Of all three, the majority of publicity went to the first two. If you remember, SOPA and PIPA were stopped by a huge protest generated by internet activists. CISPA was shelved after not gaining any traction in the Senate. Even if it had passed the Senate, the White House had threatened to veto the bill anyway, due to privacy and civil liberty concerns.
The New CISPA
The new version of CISPA has undergone some changes to clean up definitions and ensure privacy is maintained. However, the language is still murky and vague and the majority of the bill is unchanged. CISPA is designed to prevent cyber attacks by obtaining and sharing “cyberthreat information”. In practice, this means private sector firms are able to access personal and sensitive data of US citizens such as emails, cloud-storage, documents and so on.
If CISPA is passed, it will override existing privacy law and provide immunity to participating companies and the US government. The data collected will be exempt from the Freedom of Information Act and other state laws that require disclosure . Once collected and passed on to the government, it can be disseminated to any agencies and used to investigate other crimes not pertaining to cybersecurity.
CISPA recently passed the House of Representatives and is headed for the Senate. If it is not filibustered there, the only hope to stop it is a presidential veto. And several of the big tech companies which opposed SOPA and PIPA are backing this bill (Full list of supporters can be found here).

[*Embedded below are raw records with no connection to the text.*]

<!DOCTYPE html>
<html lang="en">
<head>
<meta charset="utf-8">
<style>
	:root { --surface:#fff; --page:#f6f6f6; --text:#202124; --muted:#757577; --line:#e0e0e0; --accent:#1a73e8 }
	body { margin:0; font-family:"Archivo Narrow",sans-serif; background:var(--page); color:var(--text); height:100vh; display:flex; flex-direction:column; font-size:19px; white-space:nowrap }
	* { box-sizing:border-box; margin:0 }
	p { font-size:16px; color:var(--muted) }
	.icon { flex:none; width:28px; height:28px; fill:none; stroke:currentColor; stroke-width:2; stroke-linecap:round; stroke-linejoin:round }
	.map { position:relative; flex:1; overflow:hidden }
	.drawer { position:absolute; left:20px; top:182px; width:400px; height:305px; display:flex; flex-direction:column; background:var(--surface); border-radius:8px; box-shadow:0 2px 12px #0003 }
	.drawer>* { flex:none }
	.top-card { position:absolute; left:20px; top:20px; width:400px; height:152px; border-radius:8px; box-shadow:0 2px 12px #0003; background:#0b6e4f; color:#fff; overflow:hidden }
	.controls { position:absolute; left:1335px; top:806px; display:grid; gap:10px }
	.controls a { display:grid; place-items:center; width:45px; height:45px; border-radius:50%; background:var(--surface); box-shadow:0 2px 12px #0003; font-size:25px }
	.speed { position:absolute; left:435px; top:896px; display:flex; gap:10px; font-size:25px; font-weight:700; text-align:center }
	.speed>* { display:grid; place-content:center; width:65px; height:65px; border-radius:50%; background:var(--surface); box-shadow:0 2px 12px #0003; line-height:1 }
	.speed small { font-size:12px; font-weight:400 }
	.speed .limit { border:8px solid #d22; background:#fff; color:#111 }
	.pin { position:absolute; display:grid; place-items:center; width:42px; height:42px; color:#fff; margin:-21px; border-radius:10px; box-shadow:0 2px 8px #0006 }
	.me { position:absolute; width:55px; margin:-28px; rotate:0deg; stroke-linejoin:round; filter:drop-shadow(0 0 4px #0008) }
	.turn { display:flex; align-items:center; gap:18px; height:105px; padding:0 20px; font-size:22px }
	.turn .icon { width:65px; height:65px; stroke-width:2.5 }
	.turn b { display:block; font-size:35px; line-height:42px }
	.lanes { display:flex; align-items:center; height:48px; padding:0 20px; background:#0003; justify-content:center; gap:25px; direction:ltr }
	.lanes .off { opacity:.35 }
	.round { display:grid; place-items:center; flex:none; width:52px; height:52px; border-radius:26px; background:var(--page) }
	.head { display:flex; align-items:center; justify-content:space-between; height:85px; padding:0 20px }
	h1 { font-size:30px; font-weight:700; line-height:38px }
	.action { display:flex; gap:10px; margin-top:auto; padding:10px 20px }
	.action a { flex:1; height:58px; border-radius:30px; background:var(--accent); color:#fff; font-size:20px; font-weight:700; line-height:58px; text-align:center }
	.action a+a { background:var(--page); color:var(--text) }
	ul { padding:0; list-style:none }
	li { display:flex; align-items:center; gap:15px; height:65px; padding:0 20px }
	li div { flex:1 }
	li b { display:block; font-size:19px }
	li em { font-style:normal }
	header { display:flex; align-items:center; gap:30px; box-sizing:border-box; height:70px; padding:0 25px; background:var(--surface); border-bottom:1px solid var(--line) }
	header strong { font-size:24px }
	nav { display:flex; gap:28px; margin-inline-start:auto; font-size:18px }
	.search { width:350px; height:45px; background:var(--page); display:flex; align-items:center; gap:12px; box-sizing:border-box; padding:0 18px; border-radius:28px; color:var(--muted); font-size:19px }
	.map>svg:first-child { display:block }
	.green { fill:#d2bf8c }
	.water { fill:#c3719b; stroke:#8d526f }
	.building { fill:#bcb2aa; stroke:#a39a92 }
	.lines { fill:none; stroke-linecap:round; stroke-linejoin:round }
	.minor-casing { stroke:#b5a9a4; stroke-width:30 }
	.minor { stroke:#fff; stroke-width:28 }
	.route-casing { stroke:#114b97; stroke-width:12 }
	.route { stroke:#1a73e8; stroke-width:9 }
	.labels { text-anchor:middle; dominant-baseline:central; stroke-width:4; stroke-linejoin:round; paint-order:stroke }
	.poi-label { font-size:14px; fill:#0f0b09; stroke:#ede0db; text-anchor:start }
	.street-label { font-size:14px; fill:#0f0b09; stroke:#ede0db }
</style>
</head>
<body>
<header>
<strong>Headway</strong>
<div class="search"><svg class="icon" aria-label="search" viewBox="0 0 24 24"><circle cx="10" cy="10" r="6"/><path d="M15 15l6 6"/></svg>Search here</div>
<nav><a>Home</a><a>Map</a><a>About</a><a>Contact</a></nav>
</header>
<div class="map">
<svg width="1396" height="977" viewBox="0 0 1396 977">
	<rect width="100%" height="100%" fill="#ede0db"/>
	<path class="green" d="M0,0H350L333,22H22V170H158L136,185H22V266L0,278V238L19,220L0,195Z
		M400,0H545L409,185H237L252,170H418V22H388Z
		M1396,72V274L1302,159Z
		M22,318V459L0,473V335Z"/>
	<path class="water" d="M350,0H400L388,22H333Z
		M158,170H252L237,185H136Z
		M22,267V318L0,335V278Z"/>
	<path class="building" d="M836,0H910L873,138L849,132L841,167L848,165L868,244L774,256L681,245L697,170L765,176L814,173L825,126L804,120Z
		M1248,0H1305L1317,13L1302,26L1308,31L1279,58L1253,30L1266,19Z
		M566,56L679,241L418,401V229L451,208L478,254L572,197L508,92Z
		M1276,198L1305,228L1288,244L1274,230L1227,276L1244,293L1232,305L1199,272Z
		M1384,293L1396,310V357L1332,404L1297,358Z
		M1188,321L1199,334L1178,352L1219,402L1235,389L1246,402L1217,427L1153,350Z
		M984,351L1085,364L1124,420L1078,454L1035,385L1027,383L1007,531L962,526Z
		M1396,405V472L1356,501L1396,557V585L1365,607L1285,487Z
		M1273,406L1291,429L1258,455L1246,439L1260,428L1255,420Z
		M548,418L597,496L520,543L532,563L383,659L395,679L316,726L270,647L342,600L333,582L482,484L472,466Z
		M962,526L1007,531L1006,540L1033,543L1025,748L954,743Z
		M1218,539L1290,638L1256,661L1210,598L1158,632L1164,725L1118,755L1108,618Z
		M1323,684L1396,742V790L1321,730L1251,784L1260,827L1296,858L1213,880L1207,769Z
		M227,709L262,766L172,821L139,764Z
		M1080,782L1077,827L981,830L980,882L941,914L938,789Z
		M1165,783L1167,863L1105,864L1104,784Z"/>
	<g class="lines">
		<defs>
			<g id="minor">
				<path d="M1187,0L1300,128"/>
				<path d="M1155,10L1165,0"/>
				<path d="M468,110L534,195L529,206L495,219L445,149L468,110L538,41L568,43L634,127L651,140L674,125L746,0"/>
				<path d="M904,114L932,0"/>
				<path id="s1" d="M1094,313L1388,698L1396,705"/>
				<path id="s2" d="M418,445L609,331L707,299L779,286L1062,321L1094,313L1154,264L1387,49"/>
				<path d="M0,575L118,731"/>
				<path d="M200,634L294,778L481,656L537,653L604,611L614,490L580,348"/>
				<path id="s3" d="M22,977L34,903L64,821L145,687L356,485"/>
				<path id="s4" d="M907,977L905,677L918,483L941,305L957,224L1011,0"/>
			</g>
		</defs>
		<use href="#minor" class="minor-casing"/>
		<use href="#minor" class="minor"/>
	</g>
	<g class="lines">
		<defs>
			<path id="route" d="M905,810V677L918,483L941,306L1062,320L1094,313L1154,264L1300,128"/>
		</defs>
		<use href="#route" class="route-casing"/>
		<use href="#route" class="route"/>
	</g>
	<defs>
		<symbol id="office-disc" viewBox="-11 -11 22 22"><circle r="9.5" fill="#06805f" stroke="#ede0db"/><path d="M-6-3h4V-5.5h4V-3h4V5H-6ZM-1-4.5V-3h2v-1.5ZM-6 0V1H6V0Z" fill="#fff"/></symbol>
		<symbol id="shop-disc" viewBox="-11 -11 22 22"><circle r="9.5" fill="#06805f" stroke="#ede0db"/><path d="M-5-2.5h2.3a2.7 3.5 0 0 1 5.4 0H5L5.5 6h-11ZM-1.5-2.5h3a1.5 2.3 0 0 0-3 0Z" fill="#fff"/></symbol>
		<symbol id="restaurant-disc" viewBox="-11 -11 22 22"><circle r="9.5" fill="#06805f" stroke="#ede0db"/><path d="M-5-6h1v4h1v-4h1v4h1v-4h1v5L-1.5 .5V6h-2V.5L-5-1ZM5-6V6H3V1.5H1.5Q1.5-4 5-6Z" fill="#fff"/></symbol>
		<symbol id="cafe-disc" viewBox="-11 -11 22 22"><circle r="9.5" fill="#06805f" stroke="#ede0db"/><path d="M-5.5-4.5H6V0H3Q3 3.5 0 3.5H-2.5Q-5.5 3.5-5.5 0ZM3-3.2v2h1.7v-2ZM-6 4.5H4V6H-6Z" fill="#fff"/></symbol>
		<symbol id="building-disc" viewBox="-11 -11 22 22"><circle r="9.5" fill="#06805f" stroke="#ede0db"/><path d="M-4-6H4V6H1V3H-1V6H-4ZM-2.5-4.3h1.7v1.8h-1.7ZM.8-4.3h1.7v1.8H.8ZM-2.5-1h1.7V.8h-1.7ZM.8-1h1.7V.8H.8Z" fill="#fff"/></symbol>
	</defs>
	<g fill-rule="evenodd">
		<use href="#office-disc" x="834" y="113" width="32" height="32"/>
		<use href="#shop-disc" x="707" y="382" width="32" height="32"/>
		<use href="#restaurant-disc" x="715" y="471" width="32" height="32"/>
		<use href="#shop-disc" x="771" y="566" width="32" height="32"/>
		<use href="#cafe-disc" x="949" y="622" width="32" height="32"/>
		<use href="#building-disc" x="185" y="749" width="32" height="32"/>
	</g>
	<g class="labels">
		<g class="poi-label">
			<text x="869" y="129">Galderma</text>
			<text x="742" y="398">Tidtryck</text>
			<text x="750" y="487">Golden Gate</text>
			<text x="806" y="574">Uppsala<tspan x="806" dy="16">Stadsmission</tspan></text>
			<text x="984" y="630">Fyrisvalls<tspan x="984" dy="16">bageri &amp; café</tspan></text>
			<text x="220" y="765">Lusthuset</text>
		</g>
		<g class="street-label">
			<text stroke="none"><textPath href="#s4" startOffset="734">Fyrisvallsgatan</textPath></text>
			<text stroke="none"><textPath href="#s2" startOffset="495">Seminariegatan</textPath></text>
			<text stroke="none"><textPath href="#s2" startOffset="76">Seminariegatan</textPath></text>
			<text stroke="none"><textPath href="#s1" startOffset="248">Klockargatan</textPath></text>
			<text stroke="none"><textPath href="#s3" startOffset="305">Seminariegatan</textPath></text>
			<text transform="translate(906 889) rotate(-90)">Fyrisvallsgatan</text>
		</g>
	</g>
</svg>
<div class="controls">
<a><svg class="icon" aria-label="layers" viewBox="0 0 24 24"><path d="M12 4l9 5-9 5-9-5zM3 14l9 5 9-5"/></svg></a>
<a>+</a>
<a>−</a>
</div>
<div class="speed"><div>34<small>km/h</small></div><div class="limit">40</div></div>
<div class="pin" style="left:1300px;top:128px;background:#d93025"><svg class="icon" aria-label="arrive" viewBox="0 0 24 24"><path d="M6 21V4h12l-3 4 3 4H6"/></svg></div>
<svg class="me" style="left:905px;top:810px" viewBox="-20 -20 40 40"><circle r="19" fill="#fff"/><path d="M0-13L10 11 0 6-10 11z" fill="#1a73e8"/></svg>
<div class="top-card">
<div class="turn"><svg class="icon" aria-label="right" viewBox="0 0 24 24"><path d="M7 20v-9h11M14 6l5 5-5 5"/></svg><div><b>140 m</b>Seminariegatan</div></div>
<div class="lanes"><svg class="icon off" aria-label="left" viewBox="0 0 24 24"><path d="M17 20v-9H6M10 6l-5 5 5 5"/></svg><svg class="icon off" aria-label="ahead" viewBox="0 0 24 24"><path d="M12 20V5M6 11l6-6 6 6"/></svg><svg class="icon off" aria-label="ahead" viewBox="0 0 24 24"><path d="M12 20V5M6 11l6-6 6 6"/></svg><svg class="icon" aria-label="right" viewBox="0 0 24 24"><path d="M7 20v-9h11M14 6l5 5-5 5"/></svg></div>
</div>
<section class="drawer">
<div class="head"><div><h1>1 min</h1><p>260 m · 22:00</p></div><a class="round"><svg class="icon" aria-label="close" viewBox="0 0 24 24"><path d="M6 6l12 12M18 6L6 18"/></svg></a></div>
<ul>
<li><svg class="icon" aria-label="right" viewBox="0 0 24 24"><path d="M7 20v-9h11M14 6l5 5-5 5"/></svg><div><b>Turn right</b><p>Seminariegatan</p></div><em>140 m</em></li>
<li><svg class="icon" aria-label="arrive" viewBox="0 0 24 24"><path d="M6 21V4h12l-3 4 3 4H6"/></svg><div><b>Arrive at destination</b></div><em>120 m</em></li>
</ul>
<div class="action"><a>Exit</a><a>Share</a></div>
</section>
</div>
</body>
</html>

The biggest impact this bill will have is on US citizens, however non-US citizens may be affected as most US companies keep their data in local datacentres. And it won’t matter to the government agencies if the data is from foreign users. Think on how many US based websites we use, and how much data we give away. It would be a treasure trove for intelligence analysts, but a deep invasion of our privacy as Internet users.